*** Excerpted records ***

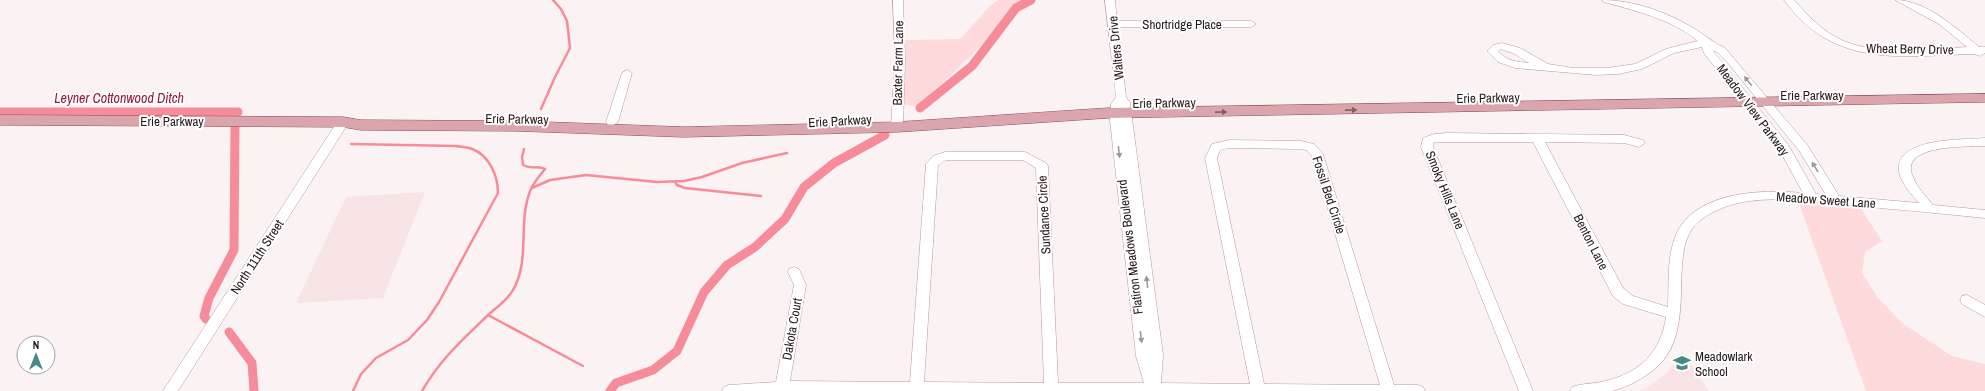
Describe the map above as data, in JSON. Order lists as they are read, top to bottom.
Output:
{
  "streets": {
    "main road": ["Erie Parkway"],
    "street": [
      "Shortridge Place",
      "Walters Drive",
      "Wheat Berry Drive",
      "Baxter Farm Lane",
      "Meadow View Parkway",
      "Smoky Hills Lane",
      "Fossil Bed Circle",
      "Meadow Sweet Lane",
      "Sundance Circle",
      "Benton Lane",
      "Flatiron Meadows Boulevard",
      "North 111th Street",
      "Dakota Court"
    ]
  },
  "crossings": [
    ["Shortridge Place", "Walters Drive"],
    ["Walters Drive", "Erie Parkway"],
    ["Walters Drive", "Flatiron Meadows Boulevard"],
    ["Baxter Farm Lane", "Erie Parkway"],
    ["Erie Parkway", "Meadow View Parkway"],
    ["Erie Parkway", "Flatiron Meadows Boulevard"],
    ["Erie Parkway", "North 111th Street"],
    ["Meadow View Parkway", "Meadow Sweet Lane"],
    ["Smoky Hills Lane", "Benton Lane"],
    ["Meadow Sweet Lane", "Benton Lane"]
  ],
  "water": ["Leyner Cottonwood Ditch"],
  "places": {
    "school or university": ["Meadowlark School"]
  },
  "north": "top"
}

*** End of Excerpted records ***

Transcribe all of the material exactly and leave out its pictures.

Describe the map above as data, in JSON. Order lists as they are read, top to bottom.
Output:
{
  "streets": {
    "main road": ["Erie Parkway"],
    "street": [
      "Shortridge Place",
      "Walters Drive",
      "Wheat Berry Drive",
      "Baxter Farm Lane",
      "Meadow View Parkway",
      "Smoky Hills Lane",
      "Fossil Bed Circle",
      "Meadow Sweet Lane",
      "Sundance Circle",
      "Benton Lane",
      "Flatiron Meadows Boulevard",
      "North 111th Street",
      "Dakota Court"
    ]
  },
  "crossings": [
    ["Shortridge Place", "Walters Drive"],
    ["Walters Drive", "Erie Parkway"],
    ["Walters Drive", "Flatiron Meadows Boulevard"],
    ["Baxter Farm Lane", "Erie Parkway"],
    ["Erie Parkway", "Meadow View Parkway"],
    ["Erie Parkway", "Flatiron Meadows Boulevard"],
    ["Erie Parkway", "North 111th Street"],
    ["Meadow View Parkway", "Meadow Sweet Lane"],
    ["Smoky Hills Lane", "Benton Lane"],
    ["Meadow Sweet Lane", "Benton Lane"]
  ],
  "water": ["Leyner Cottonwood Ditch"],
  "places": {
    "school or university": ["Meadowlark School"]
  },
  "north": "top"
}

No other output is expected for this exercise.